McNair, U.S. Pat. No. 4,888,494, again an example of ON/OFF light operation, describes an electromechanical switching device where either a first or second electrical load is switched in on/off fashion in response to mechanical cam motion. The rate of the cam rotation can be controlled manually.
The above art generally discusses means for on/off or fading activation of strings of lights by the use of TRIAC control or regular mechanical switches. One aspect of the art related to the fading of lights that poses a challenge is the high stability requirement of some of the techniques using an oscillator near the power line frequency to interact with the powerline frequency to control the state of illumination of the lights, as in Ferrigno. This interaction between the external oscillator and the power line has to be stable over time to achieve a predictable fading effect. The high stability requirement implies that the parts used for the oscillator must be of relatively high cost.

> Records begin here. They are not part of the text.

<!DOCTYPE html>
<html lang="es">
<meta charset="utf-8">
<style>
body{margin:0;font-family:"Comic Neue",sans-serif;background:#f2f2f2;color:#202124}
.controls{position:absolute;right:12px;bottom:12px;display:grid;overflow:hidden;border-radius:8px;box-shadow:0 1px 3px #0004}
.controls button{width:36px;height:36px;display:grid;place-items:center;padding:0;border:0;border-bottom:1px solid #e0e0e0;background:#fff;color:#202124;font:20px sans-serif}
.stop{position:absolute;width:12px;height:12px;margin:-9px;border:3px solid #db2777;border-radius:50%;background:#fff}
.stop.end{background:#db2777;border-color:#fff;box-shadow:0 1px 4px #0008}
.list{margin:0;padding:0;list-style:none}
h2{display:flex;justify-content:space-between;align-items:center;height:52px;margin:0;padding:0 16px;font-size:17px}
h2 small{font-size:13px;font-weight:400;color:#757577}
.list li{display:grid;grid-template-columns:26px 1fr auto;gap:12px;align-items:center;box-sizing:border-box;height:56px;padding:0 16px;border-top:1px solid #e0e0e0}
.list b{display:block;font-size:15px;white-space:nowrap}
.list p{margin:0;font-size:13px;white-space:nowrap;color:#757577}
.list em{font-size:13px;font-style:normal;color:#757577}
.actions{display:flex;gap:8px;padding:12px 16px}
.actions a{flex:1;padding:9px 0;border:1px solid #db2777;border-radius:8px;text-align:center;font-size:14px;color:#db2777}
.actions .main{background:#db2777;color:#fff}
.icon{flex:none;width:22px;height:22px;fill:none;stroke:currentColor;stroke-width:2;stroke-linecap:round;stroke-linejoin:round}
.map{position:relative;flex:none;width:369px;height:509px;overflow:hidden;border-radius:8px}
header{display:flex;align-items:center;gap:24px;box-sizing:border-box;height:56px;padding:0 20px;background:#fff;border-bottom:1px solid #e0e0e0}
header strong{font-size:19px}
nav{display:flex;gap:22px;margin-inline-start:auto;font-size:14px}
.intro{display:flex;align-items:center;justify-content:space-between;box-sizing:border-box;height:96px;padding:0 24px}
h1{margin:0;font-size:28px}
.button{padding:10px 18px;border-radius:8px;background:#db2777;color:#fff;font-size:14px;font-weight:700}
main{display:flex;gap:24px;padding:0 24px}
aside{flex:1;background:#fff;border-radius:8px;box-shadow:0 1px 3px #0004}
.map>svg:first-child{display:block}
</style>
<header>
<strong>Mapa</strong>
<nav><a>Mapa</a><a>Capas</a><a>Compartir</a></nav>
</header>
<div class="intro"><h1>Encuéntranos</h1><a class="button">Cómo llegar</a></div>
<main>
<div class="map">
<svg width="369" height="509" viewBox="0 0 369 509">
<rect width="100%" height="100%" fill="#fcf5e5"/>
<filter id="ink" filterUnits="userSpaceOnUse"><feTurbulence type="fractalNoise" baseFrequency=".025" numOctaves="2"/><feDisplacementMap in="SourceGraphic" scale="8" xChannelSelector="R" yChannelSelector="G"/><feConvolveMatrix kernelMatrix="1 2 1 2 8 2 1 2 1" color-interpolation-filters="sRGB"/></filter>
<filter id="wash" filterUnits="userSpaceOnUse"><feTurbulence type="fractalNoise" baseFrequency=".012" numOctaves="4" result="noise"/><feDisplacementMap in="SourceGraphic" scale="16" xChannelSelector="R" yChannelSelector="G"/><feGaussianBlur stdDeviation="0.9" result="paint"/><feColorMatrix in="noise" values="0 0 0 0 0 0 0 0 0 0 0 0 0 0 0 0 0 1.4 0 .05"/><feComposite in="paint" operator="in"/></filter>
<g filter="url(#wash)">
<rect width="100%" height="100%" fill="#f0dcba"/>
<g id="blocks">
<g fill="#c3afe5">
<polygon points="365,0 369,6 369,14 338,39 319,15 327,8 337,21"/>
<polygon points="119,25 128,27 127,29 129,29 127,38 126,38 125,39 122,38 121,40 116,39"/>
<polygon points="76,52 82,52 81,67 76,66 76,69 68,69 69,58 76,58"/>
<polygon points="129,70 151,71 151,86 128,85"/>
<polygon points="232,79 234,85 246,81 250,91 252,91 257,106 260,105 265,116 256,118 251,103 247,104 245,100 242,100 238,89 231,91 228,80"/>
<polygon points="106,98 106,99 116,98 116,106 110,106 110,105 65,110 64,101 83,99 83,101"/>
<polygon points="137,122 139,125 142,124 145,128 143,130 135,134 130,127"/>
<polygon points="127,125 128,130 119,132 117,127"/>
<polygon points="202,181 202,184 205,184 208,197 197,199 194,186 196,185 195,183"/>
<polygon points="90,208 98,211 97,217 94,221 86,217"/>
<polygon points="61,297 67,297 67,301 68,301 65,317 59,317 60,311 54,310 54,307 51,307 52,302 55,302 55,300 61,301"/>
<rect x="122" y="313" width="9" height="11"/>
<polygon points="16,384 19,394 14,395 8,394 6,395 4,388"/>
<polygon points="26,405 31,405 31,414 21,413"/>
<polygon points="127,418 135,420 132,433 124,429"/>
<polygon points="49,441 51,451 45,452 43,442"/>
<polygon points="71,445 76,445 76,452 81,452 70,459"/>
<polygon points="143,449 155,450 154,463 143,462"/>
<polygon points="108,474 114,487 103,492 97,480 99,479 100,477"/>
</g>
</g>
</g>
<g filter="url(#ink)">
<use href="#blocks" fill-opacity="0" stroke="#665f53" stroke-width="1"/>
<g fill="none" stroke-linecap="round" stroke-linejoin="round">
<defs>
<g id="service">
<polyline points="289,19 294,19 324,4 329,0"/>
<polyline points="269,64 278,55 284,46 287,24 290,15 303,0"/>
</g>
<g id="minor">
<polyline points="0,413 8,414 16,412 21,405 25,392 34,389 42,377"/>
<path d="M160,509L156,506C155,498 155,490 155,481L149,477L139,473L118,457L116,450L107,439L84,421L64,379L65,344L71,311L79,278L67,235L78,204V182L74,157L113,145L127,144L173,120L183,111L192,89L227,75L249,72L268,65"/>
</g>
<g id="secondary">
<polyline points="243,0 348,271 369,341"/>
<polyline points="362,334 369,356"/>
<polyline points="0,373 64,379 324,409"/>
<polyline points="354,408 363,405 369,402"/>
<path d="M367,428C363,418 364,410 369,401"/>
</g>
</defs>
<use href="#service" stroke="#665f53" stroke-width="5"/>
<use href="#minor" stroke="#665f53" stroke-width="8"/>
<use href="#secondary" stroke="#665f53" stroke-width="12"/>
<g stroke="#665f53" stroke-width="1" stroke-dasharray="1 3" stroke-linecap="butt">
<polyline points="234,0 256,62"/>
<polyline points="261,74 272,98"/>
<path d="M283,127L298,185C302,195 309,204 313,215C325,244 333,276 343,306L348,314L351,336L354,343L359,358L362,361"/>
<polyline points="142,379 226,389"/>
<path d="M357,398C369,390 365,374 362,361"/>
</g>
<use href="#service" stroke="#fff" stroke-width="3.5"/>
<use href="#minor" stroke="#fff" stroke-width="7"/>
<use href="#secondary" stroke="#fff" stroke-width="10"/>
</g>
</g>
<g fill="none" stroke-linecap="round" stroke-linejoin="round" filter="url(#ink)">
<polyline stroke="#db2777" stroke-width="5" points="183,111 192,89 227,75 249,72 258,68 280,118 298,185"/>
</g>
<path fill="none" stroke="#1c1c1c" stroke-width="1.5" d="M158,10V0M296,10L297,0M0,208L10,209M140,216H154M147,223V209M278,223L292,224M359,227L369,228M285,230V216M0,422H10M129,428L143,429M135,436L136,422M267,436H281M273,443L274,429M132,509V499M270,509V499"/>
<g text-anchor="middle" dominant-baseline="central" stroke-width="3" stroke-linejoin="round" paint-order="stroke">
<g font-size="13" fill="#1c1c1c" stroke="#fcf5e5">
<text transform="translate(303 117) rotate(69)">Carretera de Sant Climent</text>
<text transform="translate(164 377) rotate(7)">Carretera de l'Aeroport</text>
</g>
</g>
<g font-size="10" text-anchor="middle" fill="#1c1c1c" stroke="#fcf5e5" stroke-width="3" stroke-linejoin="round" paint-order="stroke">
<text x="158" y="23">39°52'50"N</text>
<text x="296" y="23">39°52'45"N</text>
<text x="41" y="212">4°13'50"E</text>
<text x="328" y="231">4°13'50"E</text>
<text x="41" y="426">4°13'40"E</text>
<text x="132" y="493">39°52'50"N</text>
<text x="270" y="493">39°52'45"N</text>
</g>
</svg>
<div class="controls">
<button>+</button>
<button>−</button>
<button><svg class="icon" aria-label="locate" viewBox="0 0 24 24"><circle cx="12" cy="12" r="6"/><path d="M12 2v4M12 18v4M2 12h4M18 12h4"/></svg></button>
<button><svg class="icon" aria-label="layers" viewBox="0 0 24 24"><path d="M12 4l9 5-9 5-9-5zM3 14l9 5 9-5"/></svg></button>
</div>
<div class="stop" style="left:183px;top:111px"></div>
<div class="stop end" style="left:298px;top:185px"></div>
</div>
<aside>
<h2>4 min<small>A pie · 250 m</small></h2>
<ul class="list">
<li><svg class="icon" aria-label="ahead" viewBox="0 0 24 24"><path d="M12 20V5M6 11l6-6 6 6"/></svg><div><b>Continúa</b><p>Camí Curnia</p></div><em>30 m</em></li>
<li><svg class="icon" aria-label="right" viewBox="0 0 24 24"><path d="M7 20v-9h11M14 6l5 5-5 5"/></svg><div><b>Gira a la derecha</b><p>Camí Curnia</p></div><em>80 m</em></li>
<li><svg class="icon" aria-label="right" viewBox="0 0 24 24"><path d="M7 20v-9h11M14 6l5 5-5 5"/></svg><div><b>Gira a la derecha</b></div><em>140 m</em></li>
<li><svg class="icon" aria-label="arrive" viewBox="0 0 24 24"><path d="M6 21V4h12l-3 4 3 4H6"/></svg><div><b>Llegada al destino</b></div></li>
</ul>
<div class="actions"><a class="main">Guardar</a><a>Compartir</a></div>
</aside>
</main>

It is, therefore, an object of the present invention to provide an improved, stable, cost effective Christmas tree lighting control which when in operation will ramp the brightness of a string of lights up and down in a repeatable and stable fashion over a period of tens of seconds, thereby allowing the appreciation of sequential illumination of multi-colored strings of lights on a pleasant level without the discontinuities present in a harsh on and off flashing system.
Another object of the present invention is to provide a Christmas tree lighting system wherein the lights are not shocked thermally by violent, nearly instantaneous on/off operation but rather subjected to a slow, continuous increasing and decreasing power level that extends the heating and cooling cycle of each individual lamp over many seconds. This reduced rate of rise in temperature extends the operating life of the lamps by reducing the effects of thermal cycling.

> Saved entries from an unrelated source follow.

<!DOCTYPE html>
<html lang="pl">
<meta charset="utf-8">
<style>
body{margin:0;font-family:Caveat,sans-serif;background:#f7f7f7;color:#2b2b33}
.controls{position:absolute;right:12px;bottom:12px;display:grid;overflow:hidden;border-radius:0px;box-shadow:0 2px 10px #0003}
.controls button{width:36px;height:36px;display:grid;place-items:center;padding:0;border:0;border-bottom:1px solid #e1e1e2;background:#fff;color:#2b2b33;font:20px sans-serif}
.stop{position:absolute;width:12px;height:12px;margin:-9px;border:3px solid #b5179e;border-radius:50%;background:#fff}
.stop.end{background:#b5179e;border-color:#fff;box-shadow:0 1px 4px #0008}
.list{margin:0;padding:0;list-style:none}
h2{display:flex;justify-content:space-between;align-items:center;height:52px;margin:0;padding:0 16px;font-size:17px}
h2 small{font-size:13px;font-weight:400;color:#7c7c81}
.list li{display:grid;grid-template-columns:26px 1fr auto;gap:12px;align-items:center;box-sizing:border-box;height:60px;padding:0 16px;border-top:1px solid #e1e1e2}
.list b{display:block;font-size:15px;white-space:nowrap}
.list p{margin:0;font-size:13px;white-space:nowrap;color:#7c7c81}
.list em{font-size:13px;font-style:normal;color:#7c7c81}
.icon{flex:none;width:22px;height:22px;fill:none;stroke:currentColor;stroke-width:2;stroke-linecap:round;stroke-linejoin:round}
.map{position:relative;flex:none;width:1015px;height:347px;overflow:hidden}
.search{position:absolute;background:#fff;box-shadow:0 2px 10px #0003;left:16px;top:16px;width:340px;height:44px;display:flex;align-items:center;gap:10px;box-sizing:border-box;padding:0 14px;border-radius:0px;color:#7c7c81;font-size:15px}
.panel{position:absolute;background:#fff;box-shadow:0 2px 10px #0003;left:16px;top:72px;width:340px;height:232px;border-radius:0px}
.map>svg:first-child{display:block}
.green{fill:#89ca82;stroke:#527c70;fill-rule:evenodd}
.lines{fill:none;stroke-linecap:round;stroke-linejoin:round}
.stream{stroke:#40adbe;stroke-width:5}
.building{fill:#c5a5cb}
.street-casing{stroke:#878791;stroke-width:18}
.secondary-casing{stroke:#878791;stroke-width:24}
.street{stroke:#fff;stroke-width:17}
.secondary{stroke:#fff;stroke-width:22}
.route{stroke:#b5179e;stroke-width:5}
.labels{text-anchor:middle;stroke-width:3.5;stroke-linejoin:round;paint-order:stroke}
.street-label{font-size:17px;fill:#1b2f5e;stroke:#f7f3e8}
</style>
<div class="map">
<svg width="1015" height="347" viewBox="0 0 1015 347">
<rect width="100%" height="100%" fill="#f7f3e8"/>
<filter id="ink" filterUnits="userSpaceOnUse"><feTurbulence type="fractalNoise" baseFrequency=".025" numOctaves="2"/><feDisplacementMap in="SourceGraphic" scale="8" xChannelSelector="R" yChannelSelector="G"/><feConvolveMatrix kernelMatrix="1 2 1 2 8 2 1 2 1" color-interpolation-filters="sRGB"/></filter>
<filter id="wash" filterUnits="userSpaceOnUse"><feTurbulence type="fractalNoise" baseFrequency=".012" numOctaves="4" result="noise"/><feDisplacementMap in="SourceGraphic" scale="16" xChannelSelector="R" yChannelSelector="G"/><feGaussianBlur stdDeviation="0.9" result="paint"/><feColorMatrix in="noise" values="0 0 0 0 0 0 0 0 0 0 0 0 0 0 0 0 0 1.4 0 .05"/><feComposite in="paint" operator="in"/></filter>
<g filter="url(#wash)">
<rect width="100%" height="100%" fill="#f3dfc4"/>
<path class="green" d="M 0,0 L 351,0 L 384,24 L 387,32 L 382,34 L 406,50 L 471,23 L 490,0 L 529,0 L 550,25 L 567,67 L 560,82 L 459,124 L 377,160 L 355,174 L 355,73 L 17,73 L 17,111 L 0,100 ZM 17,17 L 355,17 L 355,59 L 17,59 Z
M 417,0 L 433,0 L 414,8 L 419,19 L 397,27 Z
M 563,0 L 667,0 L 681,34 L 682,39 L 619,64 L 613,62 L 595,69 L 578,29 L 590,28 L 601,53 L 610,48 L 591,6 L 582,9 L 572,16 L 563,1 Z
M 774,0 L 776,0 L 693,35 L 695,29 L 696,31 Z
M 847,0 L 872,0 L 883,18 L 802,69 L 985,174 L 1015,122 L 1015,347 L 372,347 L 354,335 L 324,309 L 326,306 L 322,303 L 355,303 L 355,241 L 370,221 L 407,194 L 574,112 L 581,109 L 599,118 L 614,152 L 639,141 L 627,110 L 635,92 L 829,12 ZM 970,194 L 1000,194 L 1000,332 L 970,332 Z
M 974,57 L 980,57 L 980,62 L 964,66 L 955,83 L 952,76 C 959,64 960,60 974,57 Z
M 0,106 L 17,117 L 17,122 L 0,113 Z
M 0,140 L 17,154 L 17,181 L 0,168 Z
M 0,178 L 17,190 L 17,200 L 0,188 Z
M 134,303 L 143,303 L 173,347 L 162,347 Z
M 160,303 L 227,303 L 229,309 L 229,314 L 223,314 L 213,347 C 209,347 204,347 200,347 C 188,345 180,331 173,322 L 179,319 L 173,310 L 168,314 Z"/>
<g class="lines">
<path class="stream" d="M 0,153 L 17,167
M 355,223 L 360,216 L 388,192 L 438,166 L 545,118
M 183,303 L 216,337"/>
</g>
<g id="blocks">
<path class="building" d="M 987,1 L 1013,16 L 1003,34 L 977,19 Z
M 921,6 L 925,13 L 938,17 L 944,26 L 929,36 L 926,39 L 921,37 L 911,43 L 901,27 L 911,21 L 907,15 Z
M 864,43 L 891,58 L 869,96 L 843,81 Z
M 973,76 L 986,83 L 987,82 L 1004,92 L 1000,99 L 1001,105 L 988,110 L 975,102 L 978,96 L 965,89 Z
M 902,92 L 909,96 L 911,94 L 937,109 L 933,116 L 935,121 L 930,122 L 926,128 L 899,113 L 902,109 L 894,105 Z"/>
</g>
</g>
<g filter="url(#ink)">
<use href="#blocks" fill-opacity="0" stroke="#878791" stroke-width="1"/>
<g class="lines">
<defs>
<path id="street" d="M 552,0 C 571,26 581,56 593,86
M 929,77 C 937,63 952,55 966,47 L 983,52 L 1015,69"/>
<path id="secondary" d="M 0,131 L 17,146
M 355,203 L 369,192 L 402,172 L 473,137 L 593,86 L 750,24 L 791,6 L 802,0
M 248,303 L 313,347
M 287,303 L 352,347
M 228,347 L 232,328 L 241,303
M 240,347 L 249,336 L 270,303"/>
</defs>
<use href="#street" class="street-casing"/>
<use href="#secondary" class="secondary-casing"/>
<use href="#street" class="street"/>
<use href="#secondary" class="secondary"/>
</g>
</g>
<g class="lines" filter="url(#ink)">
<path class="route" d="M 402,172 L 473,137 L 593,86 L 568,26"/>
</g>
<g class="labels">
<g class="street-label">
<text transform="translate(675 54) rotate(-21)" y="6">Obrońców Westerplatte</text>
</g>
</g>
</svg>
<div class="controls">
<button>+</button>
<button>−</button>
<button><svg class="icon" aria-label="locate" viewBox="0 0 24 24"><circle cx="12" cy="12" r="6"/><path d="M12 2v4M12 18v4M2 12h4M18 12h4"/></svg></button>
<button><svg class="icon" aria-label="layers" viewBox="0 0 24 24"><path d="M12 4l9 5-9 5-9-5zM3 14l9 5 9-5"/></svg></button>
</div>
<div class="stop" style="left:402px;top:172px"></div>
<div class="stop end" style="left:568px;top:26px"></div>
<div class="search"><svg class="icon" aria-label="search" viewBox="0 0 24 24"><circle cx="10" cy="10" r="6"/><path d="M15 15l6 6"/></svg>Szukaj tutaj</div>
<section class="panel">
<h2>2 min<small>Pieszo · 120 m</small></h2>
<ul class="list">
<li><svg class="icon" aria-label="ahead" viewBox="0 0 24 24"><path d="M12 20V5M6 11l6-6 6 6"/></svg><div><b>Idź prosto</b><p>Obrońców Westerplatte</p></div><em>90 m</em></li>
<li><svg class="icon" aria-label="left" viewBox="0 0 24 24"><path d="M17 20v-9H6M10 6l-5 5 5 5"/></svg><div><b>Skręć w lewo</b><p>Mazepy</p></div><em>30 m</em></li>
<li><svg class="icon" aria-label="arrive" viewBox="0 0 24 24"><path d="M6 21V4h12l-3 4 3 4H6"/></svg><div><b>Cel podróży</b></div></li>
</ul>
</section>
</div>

It is a further object of the present invention to provide a light string control system which can readily vary the overlap between activation of the various light strings with respect to other strings of lights in the system.
It is still a further object of the present invention to provide a control unit which can be used with separate strings of conventional lights to obtain the gradual control of illumination of the light strings, thereby giving the appearance of fading overlap of the various strings.
It is yet another object of the present invention to provide an integral control unit permanently coupled to multiple light strings to control their fading characteristics.
Yet another object of the invention is to provide a separate conveniently packaged control unit with standardized sockets to allow connection of several light strings thereto.